--- DATA RECORDS Enclosed Below ---
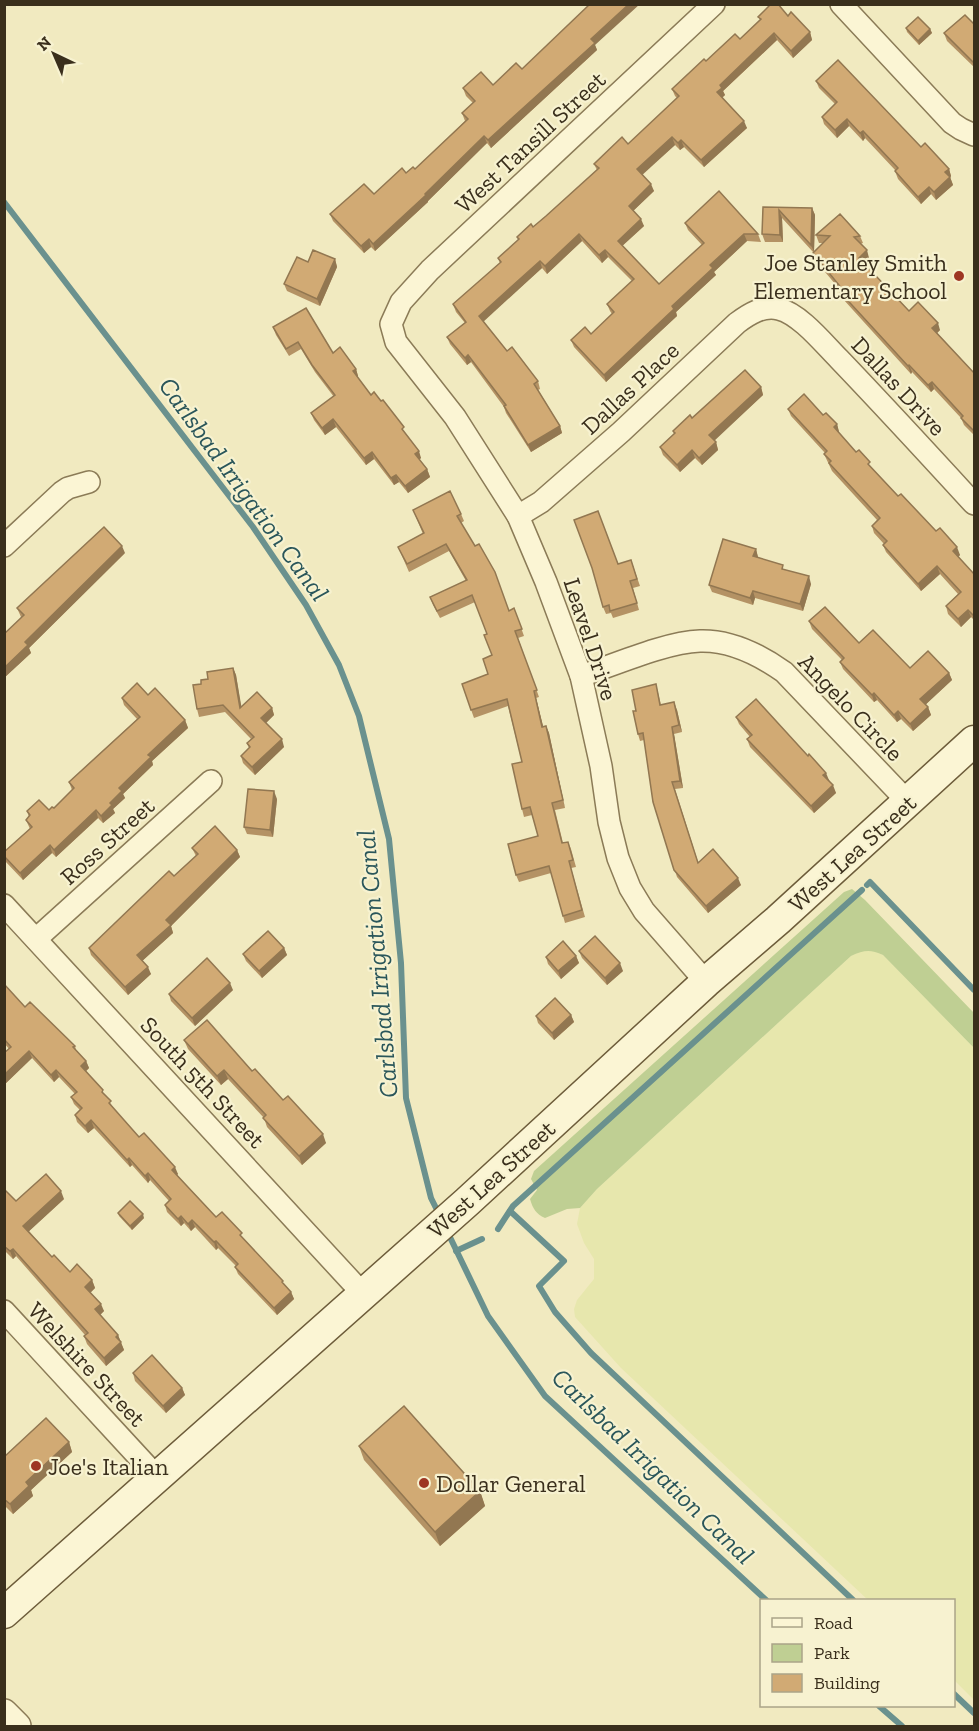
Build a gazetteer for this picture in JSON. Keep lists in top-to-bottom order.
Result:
{
  "streets": {
    "main road": ["West Lea Street"],
    "street": [
      "West Tansill Street",
      "Dallas Drive",
      "Dallas Place",
      "Leavel Drive",
      "Angelo Circle",
      "Ross Street",
      "South 5th Street",
      "Welshire Street"
    ]
  },
  "crossings": [
    ["West Tansill Street", "Leavel Drive"],
    ["Dallas Drive", "Dallas Place"],
    ["Dallas Place", "Leavel Drive"],
    ["Leavel Drive", "Angelo Circle"],
    ["Leavel Drive", "West Lea Street"],
    ["Angelo Circle", "West Lea Street"],
    ["Ross Street", "South 5th Street"],
    ["West Lea Street", "South 5th Street"],
    ["West Lea Street", "Welshire Street"]
  ],
  "water": ["Carlsbad Irrigation Canal"],
  "places": ["Joe Stanley Smith Elementary School", "Joe's Italian", "Dollar General"],
  "legend": ["Road", "Park", "Building"],
  "north": "top left"
}
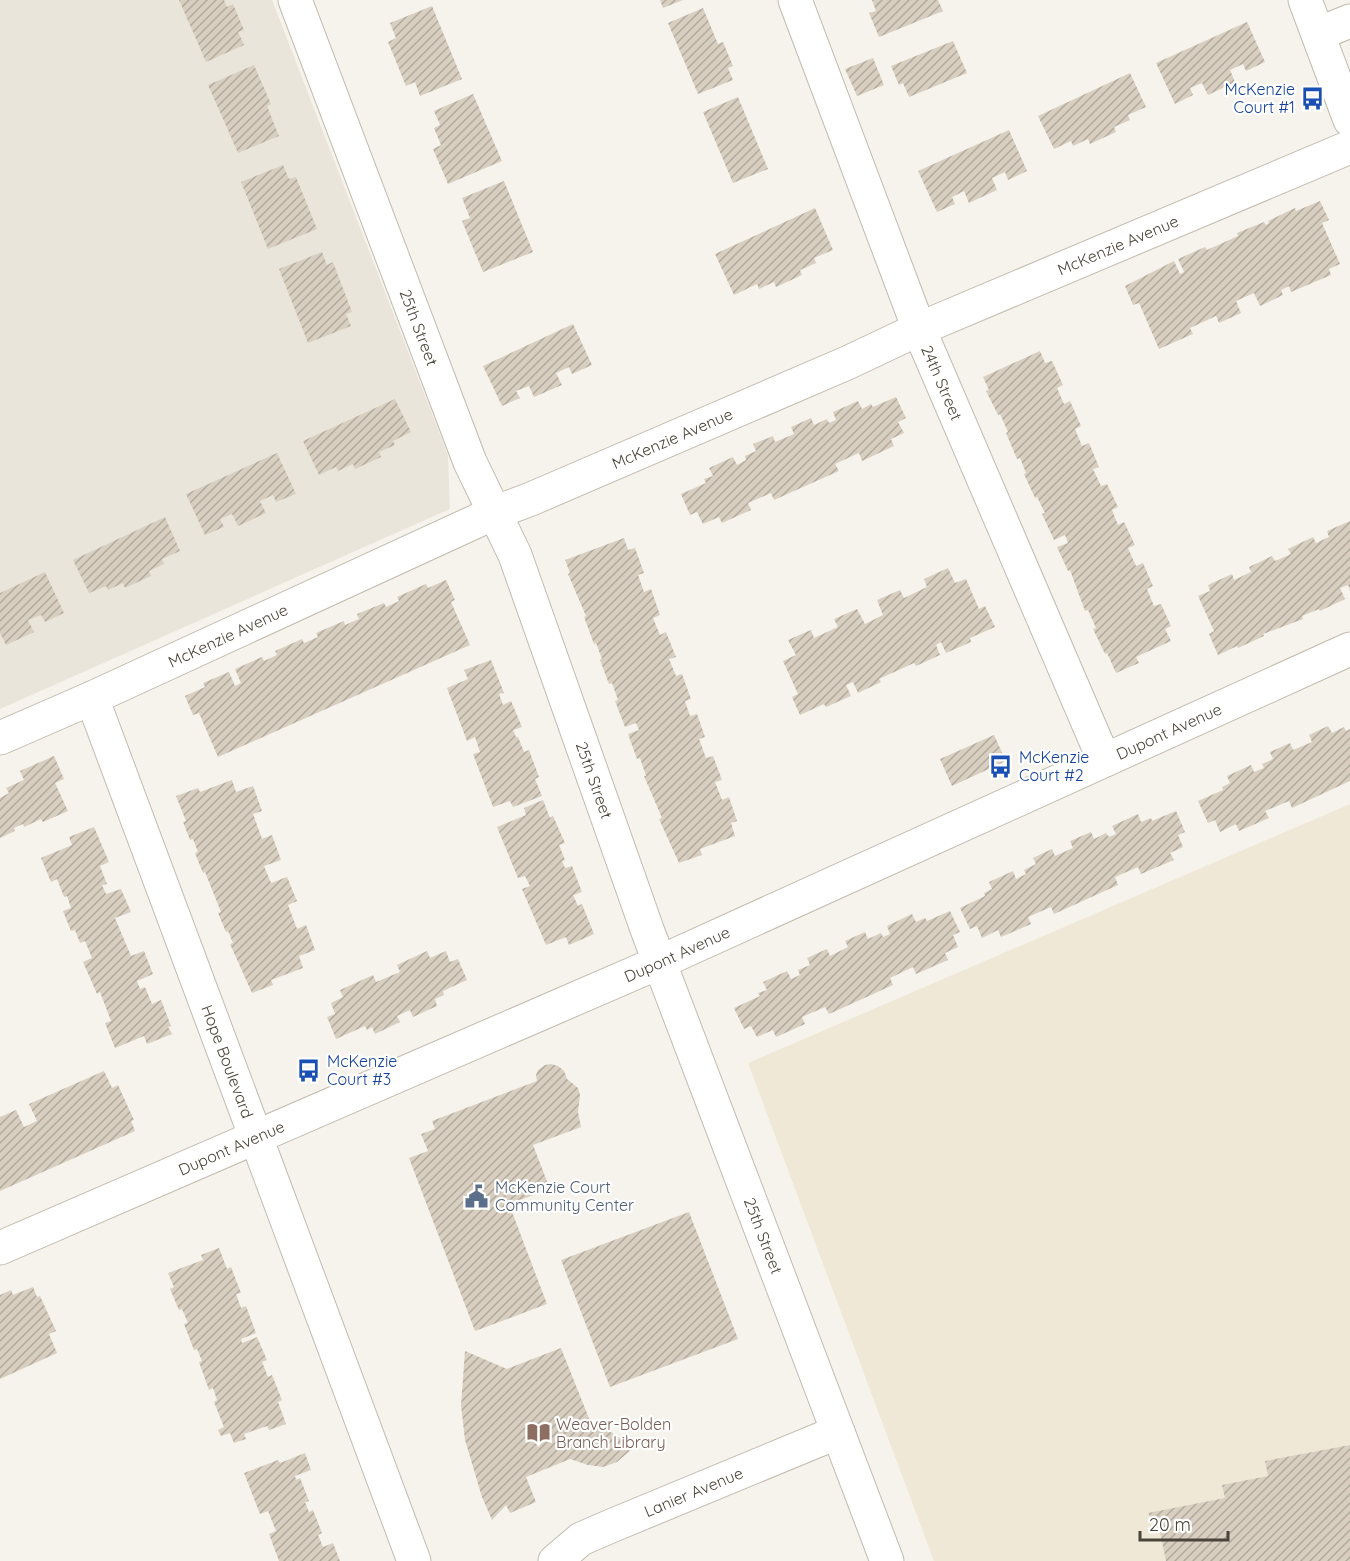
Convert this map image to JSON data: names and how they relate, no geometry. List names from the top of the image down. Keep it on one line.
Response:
{"streets":{"street":["McKenzie Avenue","25th Street","24th Street","Dupont Avenue","Hope Boulevard","Lanier Avenue"]},"crossings":[["McKenzie Avenue","25th Street"],["McKenzie Avenue","24th Street"],["McKenzie Avenue","Hope Boulevard"],["25th Street","Dupont Avenue"],["25th Street","Lanier Avenue"],["24th Street","Dupont Avenue"],["Dupont Avenue","Hope Boulevard"]],"places":{"bus stop":["McKenzie Court #1","McKenzie Court #2","McKenzie Court #3"],"public building":["McKenzie Court Community Center"],"library":["Weaver-Bolden Branch Library"]},"scale_bar":"20 m"}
--- End of Enclosed DATA RECORDS ---
**WORK INSTRUCTION:** Leave out the pictures and print each record exactly as it stands.

**EXERCISE RESPONSE:**
Build a gazetteer for this picture in JSON. Keep lists in top-to-bottom order.
Result:
{
  "streets": {
    "main road": ["West Lea Street"],
    "street": [
      "West Tansill Street",
      "Dallas Drive",
      "Dallas Place",
      "Leavel Drive",
      "Angelo Circle",
      "Ross Street",
      "South 5th Street",
      "Welshire Street"
    ]
  },
  "crossings": [
    ["West Tansill Street", "Leavel Drive"],
    ["Dallas Drive", "Dallas Place"],
    ["Dallas Place", "Leavel Drive"],
    ["Leavel Drive", "Angelo Circle"],
    ["Leavel Drive", "West Lea Street"],
    ["Angelo Circle", "West Lea Street"],
    ["Ross Street", "South 5th Street"],
    ["West Lea Street", "South 5th Street"],
    ["West Lea Street", "Welshire Street"]
  ],
  "water": ["Carlsbad Irrigation Canal"],
  "places": ["Joe Stanley Smith Elementary School", "Joe's Italian", "Dollar General"],
  "legend": ["Road", "Park", "Building"],
  "north": "top left"
}
Convert this map image to JSON data: names and how they relate, no geometry. List names from the top of the image down. Keep it on one line.
Response:
{"streets":{"street":["McKenzie Avenue","25th Street","24th Street","Dupont Avenue","Hope Boulevard","Lanier Avenue"]},"crossings":[["McKenzie Avenue","25th Street"],["McKenzie Avenue","24th Street"],["McKenzie Avenue","Hope Boulevard"],["25th Street","Dupont Avenue"],["25th Street","Lanier Avenue"],["24th Street","Dupont Avenue"],["Dupont Avenue","Hope Boulevard"]],"places":{"bus stop":["McKenzie Court #1","McKenzie Court #2","McKenzie Court #3"],"public building":["McKenzie Court Community Center"],"library":["Weaver-Bolden Branch Library"]},"scale_bar":"20 m"}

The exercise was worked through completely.